Reconstructing history of the CCR5-Δ32 locus  CCR5-Δ32 is located on chromosome 3 and near two short-tandem repeat sites called GAAT and AFMB.

 GAAT and AFMB are non-coding and have no effect on fitness. Both GAAT and AFMB have a number of different alleles.

Reconstructing history of the CCR5-Δ32 locus  Stephens et al. (1998) examined haplotypes of 192 Europeans.

 Found that GAAT and AFMB alleles were in close to linkage equilibrium with each other.

Reconstructing history of the CCR5-Δ32 locus  However, CCR5 is in strong linkage disequilibrium with both GAAT and AFMB.

 Almost all chromosomes carrying CCR5-Δ32 also carry allele 197 at GAAT and allele 215 at AFMB.

Reconstructing history of the CCR5-Δ32 locus  Most likely reason for observed linkage disequilibrium is genetic drift.

 Hypothesis: in past was originally only one CCR5 allele the CCR5+ allele.

 Then a mutation on a chromosome with the haplotype CCR5--GAAT-197--AFMB-215 created the CCR5Δ32 allele.

Reconstructing history of the CCR5-Δ32 locus  The CCR5Δ32 allele was favored by selection and rose to high frequency dragging the other two alleles with it.

 Since its appearance and spread, crossing over and mutation have been breaking down the linkage disequilibrium. Now about 15% of Δ32-197-215 haplotypes have changed to other haplotypes.

Reconstructing history of the CCR5-Δ32 locus  Based on rates of crossing over and mutation rates, Stephens et al. (1998) estimate the CCR5-Δ32 allele first appeared about 700 years ago (range of estimates 275-1875 years)

Reconstructing history of the CCR5-Δ32 locus  Because the CCR5-Δ32 increased in frequency so rapidly selection must have been strong.

 Most obvious candidate is an epidemic disease.

 Myxoma virus a relative of smallpox uses CCR5 protein on cell surface to enter host cell, which suggests the epidemic disease that favored CCR5-Δ32 may have been smallpox.  However, timing of origin also closely matches period of bubonic plague.

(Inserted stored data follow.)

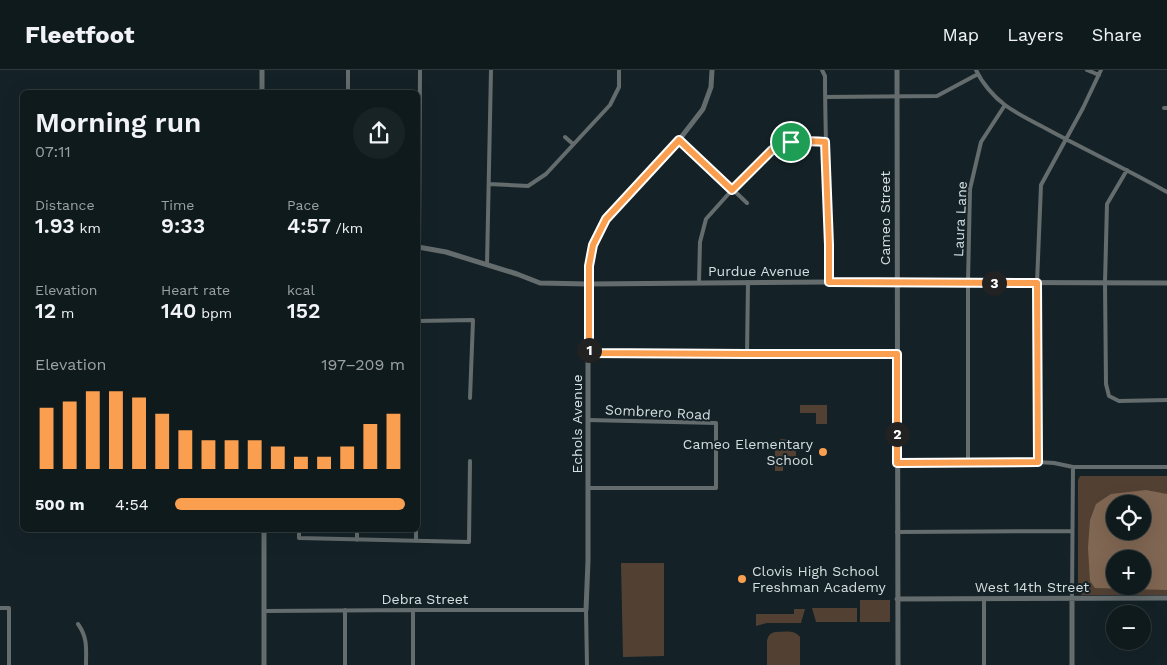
<!DOCTYPE html>
<meta charset="utf-8">
<style>
:root{--surface:#0f1a1d;--page:#182326;--text:#f1f3f6;--muted:#9ba1a4;--line:#2f383b;--accent:#fa9f4f}
body{margin:0;font-family:"Work Sans",sans-serif;background:var(--page);color:var(--text);height:100vh;display:flex;flex-direction:column;font-size:19px;white-space:nowrap}
*{box-sizing:border-box;margin:0}
p{font-size:16px;color:var(--muted)}
.icon{flex:none;width:28px;height:28px;fill:none;stroke:currentColor;stroke-width:2;stroke-linecap:round;stroke-linejoin:round}
.map{position:relative;flex:1;overflow:hidden}
.sheet{position:absolute;left:20px;top:20px;width:400px;height:442px;display:flex;flex-direction:column;background:var(--surface);border-radius:8px;box-shadow:0 5px 20px #0002,0 0 0 1px var(--line)}
.sheet>*{flex:none}
.fabs{position:absolute;left:1106px;top:425px;display:grid;gap:10px}
.fabs a{display:grid;place-items:center;width:45px;height:45px;border-radius:50%;background:var(--surface);box-shadow:0 5px 20px #0002,0 0 0 1px var(--line);font-size:25px}
.pin{position:absolute;display:grid;place-items:center;width:42px;height:42px;color:#fff;margin:-21px;border:2px solid #fff;border-radius:50%;box-shadow:0 1px 5px #0007}
.km{position:absolute;width:25px;height:25px;margin:-12px;border-radius:50%;background:#222;color:#fff;font-size:14px;line-height:25px;text-align:center}
.round{display:grid;place-items:center;flex:none;width:52px;height:52px;border-radius:26px;background:var(--page)}
.head{display:flex;align-items:center;justify-content:space-between;height:85px;padding:0 15px}
h1{font-size:28px;font-weight:600;line-height:38px}
.metrics{display:grid;grid-template-columns:repeat(3,1fr);gap:8px;height:85px;padding:5px 15px}
.metrics div{display:grid;align-content:center}
.metrics b{font-size:21px;font-weight:600}
.metrics small{font-size:14px;font-weight:400}
.metrics p{font-size:14px}
.chart{height:140px;padding:10px 15px}
.chart p{display:flex;justify-content:space-between}
.chart svg{width:100%;height:90px;margin-top:5px;stroke:var(--accent);stroke-width:6}
ul{padding:0 15px;list-style:none;font-size:16px}
li{display:grid;grid-template-columns:80px 60px 1fr;align-items:center;height:38px}
li i{height:12px;border-radius:6px;background:var(--accent)}
header{display:flex;align-items:center;gap:30px;box-sizing:border-box;height:70px;padding:0 25px;background:var(--surface);border-bottom:1px solid var(--line)}
header strong{font-size:24px}
nav{display:flex;gap:28px;margin-inline-start:auto;font-size:18px}
.map>svg:first-child{display:block}
.green{fill:#524133;fill-rule:evenodd}
.water{fill:#806753;fill-rule:evenodd}
.lines{fill:none;stroke-linecap:round;stroke-linejoin:round}
.minor{stroke:#646c6e;stroke-width:4}
.tertiary{stroke:#646c6e;stroke-width:5}
.route-casing{stroke:#fff;stroke-width:10}
.route{stroke:#fa9f4f;stroke-width:6}
.poi-dot{fill:#fa9f4f;stroke:#142227;stroke-width:2}
.labels{text-anchor:middle;dominant-baseline:central;stroke-width:4;stroke-linejoin:round;paint-order:stroke}
.street-label{font-size:14px;fill:#d5dfe2;stroke:#142227}
.poi-label{font-size:14px;fill:#d5dfe2;stroke:#142227;text-anchor:end}
</style>
<header>
<strong>Fleetfoot</strong>
<nav><a>Map</a><a>Layers</a><a>Share</a></nav>
</header>
<div class="map">
<svg width="1167" height="595" viewBox="0 0 1167 595">
<rect width="100%" height="100%" fill="#142227"/>
<!-- green -->
<path class="green" d="M800,335H827V354H816V343H800Z
M781,369L789,370L796,376V386L783,387V401H775V375Z
M1080,406H1167V525H1082L1078,522V410ZM1115,434H1142V461H1115ZM1115,489H1142V516H1115Z
M621,493H664V586L623,587Z
M860,530H890V552H860Z
M812,538H857V552H816Z
M794,539H805L801,553H767L756,556V544H794Z
M775,562C784,562 794,559 800,567V595H767V571C768,566 770,563 775,562Z"/>
<!-- water -->
<path class="water" d="M1146,420L1167,424V520L1095,518L1090,511L1088,478L1090,450L1096,434L1111,424ZM1115,434H1142V461H1115ZM1115,489H1142V516H1115Z"/>
<g class="lines">
<!-- minor -->
<path class="minor" d="M822,0L825,6C825,75 829,143 829,212
M976,0C982,13 994,27 1005,35C1017,44 1032,51 1045,58C1085,80 1127,99 1167,122
M1087,0L1099,5
M348,22V0
M825,27L937,26L978,4
M1164,38H1167
M565,67L573,74
M679,70L707,95L747,133
M1127,100L1107,134L1105,213L1106,314L1109,326L1119,331L1167,330
M489,114L528,116L546,104L610,35L619,17V0
M419,177L420,0
M487,195L491,0
M699,212L700,172L706,149L732,120L772,80C789,68 806,71 825,72
M418,251L473,250L470,328
M589,283L747,284H897
M747,284L748,212
M968,392V212L970,119L981,72L1005,35
M1038,392L1037,213L1041,115L1083,38L1101,0
M897,393L1038,392L1054,393L1073,397H1167
M588,418H716V353L588,350
M299,460V468L469,472L470,391
M416,460V471
M897,462L1072,461
M357,470V460
M1072,528L1073,397
M0,538H9V595
M345,540V595
M413,540V595
M265,541L413,540H586L587,595
M78,554C88,568 86,579 86,595
M984,595V528"/>
<!-- tertiary -->
<path class="tertiary" d="M262,0V22
M897,0L898,595
M418,177L446,182L517,204L540,213L588,214L829,212L1167,213
M264,460V595
M1072,528V595
M897,529L1167,528
M586,540L588,491V214L589,195L593,175L606,149L679,70L703,39L711,17L712,0"/>
</g>
<g class="lines">
<!-- route casing -->
<g class="route-casing">
<path id="route" d="M679,70L732,120L772,80C789,68 806,71 825,72L829,175V212L1037,213L1038,392L897,393V284H747L589,283V196L593,175L606,149Z"/>
</g>
<!-- route -->
<use href="#route" class="route"/>
</g>
<!-- markers -->
<g class="poi-dot">
<circle cx="823" cy="382" r="5"/>
<circle cx="742" cy="509" r="5"/>
</g>
<g class="labels">
<!-- street labels -->
<g class="street-label">
<text transform="translate(885 148) rotate(-90)">Cameo Street</text>
<text transform="translate(960 149) rotate(-87)">Laura Lane</text>
<text x="759" y="201">Purdue Avenue</text>
<text transform="translate(658 342) rotate(3)">Sombrero Road</text>
<text transform="translate(577 354) rotate(-90)">Echols Avenue</text>
<text x="1032" y="517">West 14th Street</text>
<text x="425" y="529">Debra Street</text>
</g>
<!-- poi labels -->
<g class="poi-label">
<text x="813" y="374">Cameo Elementary<tspan x="813" dy="16">School</tspan></text>
<text x="752" y="501" text-anchor="start">Clovis High School<tspan x="752" dy="16">Freshman Academy</tspan></text>
</g>
</g>
</svg>
<div class="fabs">
<a><svg class="icon" aria-label="locate" viewBox="0 0 24 24"><circle cx="12" cy="12" r="6"/><path d="M12 2v4M12 18v4M2 12h4M18 12h4"/></svg></a>
<a>+</a>
<a>−</a>
</div>
<div class="pin" style="left:791px;top:72px;background:#1e9e55"><svg class="icon" aria-label="arrive" viewBox="0 0 24 24"><path d="M6 21V4h12l-3 4 3 4H6"/></svg></div>
<b class="km" style="left:589px;top:280px">1</b>
<b class="km" style="left:897px;top:364px">2</b>
<b class="km" style="left:994px;top:213px">3</b>
<section class="sheet">
<div class="head"><div><h1>Morning run</h1><p>07:11</p></div><a class="round"><svg class="icon" aria-label="share" viewBox="0 0 24 24"><path d="M12 15V3M7 8l5-5 5 5M5 13v7h14v-7"/></svg></a></div>
<div class="metrics">
<div><p>Distance</p><b>1.93<small> km</small></b></div>
<div><p>Time</p><b>9:33</b></div>
<div><p>Pace</p><b>4:57<small> /km</small></b></div>
</div>
<div class="metrics">
<div><p>Elevation</p><b>12<small> m</small></b></div>
<div><p>Heart rate</p><b>140<small> bpm</small></b></div>
<div><p>kcal</p><b>152</b></div>
</div>
<div class="chart"><p><span>Elevation</span>197–209 m</p>
<svg viewBox="0 0 160 44" preserveAspectRatio="none"><path d="M5 44V14M15 44V11M25 44V6M35 44V6M45 44V9M55 44V17M65 44V25M75 44V30M85 44V30M95 44V30M105 44V33M115 44V38M125 44V38M135 44V33M145 44V22M155 44V17"/></svg>
</div>
<ul>
<li><b>500 m</b>4:54<i style="width:100%"></i></li>
</ul>
</section>
</div>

Using linkage disequilibrium to detect strong positive selection.

 A new mutant allele will be in linkage disequilibrium when it first appears. If it persists, it may increase in frequency.

 Over time linkage disequilibrium will break down as a result of recombination from crossing over.  Linkage disequilibrium breaks down fastest for loci further apart on a chromosome because crossing over take place more often between distant loci.

Using linkage disequilibrium to detect strong positive selection.

 High linkage disequilibrium indicates an allele originated recently.

 Also, expect a recently mutated allele to be rare unless selection strongly favors it.

Using linkage disequilibrium to detect strong positive selection.

 If an allele is common, but has high linkage disequilibrium, especially with loci that are located far away on the chromosome, this suggests that the allele has been strongly selected for and must have originated recently.  If the allele had arisen a long time ago, sex should have eliminated the linkage disequilibrium.

Using linkage disequilibrium to detect positive selection.

 An allele of G6PD (Glucose-6-phosphate dehydrogenase), G6PD-202A has a high frequency (~18% in African populations) and has a high degree of linkage disequilibrium.

 Thus, it appears to have been strongly selected for recently.

G6PD and malaria

 There are many common G6PD deficiencies and their distribution corresponds closely with the distribution of malaria.

 Appears that G6PD-202A confers strong protection against malaria.